To enable Transparent Data Encryption (TDE) on a database, perform the following:


Note

These steps are to be performed with sysadmin user permission.


  1. Create a server certificate data encryption key.

    USE master
    GO
    CREATE CERTIFICATE DEKCert WITH SUBJECT = 'DEK Certificate'
    GO
  2. Create a backup of the server certificate data encryption key.

    BACKUP CERTIFICATE DEKCert TO FILE = '<SystemDrive>:\DEKCert'
    WITH PRIVATE KEY ( FILE = '<SystemDrive>:\temp\DEKCertPrivKey' ,
    ENCRYPTION BY PASSWORD = 'C1sco123=' )
    GO
    
  3. Create database encryption key for the database to configure transparent data encryption. In the following query, ucce_sideA is the name of the active database.

    USE ucce_sideA
    GO
    CREATE DATABASE ENCRYPTION KEY
    WITH ALGORITHM = AES_256
    ENCRYPTION BY SERVER CERTIFICATE DEKCert
    GO
  4. Enable database encryption. Run the following query where ucce_sideA is the name of the active database.

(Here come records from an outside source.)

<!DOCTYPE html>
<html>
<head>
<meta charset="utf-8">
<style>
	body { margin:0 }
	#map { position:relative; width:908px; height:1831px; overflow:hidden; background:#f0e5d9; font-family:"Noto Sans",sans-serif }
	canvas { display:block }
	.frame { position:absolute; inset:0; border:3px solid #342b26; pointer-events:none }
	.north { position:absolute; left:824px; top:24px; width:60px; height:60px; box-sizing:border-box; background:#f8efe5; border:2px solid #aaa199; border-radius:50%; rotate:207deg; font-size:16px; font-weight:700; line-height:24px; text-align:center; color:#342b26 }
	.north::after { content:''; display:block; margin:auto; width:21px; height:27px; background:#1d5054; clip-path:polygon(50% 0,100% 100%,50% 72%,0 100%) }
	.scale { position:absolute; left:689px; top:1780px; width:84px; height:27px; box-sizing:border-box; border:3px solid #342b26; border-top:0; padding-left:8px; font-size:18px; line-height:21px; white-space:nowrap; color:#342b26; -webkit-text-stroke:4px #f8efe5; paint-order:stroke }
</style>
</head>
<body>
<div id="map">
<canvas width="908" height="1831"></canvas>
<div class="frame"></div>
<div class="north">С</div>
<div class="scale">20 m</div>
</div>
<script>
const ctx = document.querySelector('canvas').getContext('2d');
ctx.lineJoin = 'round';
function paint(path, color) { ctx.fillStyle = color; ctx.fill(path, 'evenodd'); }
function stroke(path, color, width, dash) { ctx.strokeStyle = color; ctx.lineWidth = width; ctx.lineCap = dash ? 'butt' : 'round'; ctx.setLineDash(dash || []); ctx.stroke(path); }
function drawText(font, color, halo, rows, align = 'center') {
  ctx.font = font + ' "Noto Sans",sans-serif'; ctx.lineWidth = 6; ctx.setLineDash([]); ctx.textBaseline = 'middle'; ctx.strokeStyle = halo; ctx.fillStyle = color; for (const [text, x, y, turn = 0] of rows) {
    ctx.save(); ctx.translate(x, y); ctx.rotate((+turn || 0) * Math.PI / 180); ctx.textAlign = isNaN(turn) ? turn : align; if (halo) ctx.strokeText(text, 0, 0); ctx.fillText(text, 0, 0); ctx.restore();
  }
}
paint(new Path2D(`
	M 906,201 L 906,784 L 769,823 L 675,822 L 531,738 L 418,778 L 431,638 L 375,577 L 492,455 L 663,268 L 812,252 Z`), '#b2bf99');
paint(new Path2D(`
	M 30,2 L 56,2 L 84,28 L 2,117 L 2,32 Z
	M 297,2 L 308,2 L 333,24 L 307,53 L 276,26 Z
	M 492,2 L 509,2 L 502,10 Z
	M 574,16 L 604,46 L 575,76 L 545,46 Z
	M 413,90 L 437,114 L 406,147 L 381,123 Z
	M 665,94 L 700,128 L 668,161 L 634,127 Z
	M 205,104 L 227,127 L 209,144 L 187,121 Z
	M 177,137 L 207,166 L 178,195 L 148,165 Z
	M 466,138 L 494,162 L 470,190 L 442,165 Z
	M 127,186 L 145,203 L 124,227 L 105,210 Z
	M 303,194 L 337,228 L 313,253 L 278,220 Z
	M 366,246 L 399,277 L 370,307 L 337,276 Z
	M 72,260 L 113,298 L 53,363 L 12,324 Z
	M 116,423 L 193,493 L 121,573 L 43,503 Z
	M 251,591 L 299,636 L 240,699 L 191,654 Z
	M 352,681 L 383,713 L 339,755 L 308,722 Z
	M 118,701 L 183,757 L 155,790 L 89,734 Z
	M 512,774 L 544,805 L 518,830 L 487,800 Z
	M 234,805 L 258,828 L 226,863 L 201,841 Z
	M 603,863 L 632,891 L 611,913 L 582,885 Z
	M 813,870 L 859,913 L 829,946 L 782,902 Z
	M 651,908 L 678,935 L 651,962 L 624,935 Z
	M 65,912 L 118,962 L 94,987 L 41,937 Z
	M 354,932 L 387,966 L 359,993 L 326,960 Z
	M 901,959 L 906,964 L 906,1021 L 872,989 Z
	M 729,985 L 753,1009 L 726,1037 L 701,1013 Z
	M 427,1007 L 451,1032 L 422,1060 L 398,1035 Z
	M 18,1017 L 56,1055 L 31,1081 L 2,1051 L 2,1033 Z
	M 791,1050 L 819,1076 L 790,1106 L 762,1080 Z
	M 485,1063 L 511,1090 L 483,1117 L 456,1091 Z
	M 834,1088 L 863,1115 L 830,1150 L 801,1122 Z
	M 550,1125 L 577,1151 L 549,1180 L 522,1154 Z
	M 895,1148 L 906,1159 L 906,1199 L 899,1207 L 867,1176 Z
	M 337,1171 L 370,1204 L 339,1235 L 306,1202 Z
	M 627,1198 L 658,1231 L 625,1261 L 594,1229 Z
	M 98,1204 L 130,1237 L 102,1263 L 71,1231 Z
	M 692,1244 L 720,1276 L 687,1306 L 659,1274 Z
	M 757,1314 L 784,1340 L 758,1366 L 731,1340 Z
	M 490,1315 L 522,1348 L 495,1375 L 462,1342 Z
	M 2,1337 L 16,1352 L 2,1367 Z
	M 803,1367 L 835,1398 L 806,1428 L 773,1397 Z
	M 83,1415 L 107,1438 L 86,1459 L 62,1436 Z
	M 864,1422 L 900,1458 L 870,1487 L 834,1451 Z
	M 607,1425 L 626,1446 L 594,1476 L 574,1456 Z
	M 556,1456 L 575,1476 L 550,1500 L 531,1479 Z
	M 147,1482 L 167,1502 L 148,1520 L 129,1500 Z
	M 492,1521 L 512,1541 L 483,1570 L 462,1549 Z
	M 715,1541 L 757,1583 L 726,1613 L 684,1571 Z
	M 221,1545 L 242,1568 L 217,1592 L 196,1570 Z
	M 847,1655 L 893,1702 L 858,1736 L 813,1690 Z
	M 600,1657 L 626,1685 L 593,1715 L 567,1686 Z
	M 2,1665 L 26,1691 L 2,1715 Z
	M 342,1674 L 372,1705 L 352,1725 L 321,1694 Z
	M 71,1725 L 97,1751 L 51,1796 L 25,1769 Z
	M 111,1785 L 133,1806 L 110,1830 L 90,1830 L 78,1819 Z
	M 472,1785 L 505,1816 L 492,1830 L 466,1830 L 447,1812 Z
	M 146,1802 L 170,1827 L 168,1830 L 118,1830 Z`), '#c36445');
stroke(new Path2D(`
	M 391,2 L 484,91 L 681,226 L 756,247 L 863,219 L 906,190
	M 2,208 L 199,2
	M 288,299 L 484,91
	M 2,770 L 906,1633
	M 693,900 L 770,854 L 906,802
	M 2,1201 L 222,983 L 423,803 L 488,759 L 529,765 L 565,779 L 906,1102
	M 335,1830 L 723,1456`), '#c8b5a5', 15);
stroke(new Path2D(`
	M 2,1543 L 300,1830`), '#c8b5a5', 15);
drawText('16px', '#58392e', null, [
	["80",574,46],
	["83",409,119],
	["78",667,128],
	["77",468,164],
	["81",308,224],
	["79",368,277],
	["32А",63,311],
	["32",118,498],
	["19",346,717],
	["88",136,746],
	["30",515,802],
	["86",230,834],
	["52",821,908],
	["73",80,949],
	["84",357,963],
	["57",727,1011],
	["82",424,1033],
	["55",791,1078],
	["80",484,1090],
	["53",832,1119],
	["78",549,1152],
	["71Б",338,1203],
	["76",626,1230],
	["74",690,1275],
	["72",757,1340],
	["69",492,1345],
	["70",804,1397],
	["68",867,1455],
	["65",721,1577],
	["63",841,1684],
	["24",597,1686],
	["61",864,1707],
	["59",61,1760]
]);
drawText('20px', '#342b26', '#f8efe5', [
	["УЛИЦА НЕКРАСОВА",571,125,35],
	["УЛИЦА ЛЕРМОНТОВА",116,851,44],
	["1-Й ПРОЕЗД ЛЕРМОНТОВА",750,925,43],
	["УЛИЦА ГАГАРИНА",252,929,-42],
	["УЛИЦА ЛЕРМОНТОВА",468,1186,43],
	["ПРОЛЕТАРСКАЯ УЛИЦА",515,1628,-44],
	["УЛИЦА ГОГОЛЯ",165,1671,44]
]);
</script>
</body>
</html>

    ALTER DATABASE ucce_sideA SET ENCRYPTION ON

    Note

    By setting encryption on, a background task starts encrypting all the data pages and the log file. This can take a considerable amount of time, depending on the size of the database. Database maintenance operations should not be performed when this encryption scan is running.


  5. To query the status of the database encryption and its percentage completion, query the new sys.dm_database_encryption_keys.

    SELECT DB_NAME(e.database_id) AS DatabaseName,
    e.database_id,
    e.encryption_state,
    CASE e.encryption_state
    WHEN 0 THEN 'No database encryption key present, no encryption'
    WHEN 1 THEN 'Unencrypted'
    WHEN 2 THEN 'Encryption in progress'
    WHEN 3 THEN 'Encrypted'
    WHEN 4 THEN 'Key change in progress'
    WHEN 5 THEN 'Decryption in progress'
    END AS encryption_state_desc,
    c.name,
    e.percent_complete
    FROM sys.dm_database_encryption_keys AS e
    LEFT JOIN master.sys.certificates AS c
    ON e.encryptor_thumbprint = c.thumbprint
To disable TDE on a database, perform the following:
USE master;
GO
ALTER DATABASE ucce_sideA SET ENCRYPTION OFF;
GO
-- Remove Encryption Key from Database
USE ucce_sideA;
GO
DROP DATABASE ENCRYPTION KEY;
GO

Silent Upgrade

There are situations when silent upgrade can be used in running an installation wizard. You can run a silent installation while performing a fresh install or an upgrade.

For more information, see Silent Installation.

Unified CCE Upgrade Overview

The supported upgrade paths to Unified CCE 12.0(1) are as follows:

  • Unified CCE 11.0(x) to Unified CCE 12.0(1)

  • Unified CCE 11.5(x) to Unified CCE 12.0(1)

  • Unified CCE 11.6(x) to Unified CCE 12.0(1)

Upgrade Prerequisites

Before you begin

  • Make sure that Windows Update is not running in parallel when you begin installation.

  • Before you upgrade the Cisco VOS based servers such as the Live Data server, check the Check and upgrade VMware Tools before each power on box in the VM's Options > Edit Settings.

    For more information on VMware Tools upgrade, see the VMware documentation.

  • The minimum disk space required to perform the upgrade is 2175 MB.